Raw data Block Start
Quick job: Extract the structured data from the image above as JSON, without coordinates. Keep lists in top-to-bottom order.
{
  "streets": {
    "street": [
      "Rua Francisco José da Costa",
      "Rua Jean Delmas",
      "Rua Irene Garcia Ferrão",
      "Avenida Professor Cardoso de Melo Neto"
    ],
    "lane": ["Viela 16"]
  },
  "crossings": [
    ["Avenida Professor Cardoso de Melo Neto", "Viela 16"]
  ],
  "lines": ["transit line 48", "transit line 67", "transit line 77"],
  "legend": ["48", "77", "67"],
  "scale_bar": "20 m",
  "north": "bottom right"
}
Raw data Block End
# About this task
Would you copy each line of the data exactly as it appears above?

# Result of this task
Quick job: Extract the structured data from the image above as JSON, without coordinates. Keep lists in top-to-bottom order.
{
  "streets": {
    "street": [
      "Rua Francisco José da Costa",
      "Rua Jean Delmas",
      "Rua Irene Garcia Ferrão",
      "Avenida Professor Cardoso de Melo Neto"
    ],
    "lane": ["Viela 16"]
  },
  "crossings": [
    ["Avenida Professor Cardoso de Melo Neto", "Viela 16"]
  ],
  "lines": ["transit line 48", "transit line 67", "transit line 77"],
  "legend": ["48", "77", "67"],
  "scale_bar": "20 m",
  "north": "bottom right"
}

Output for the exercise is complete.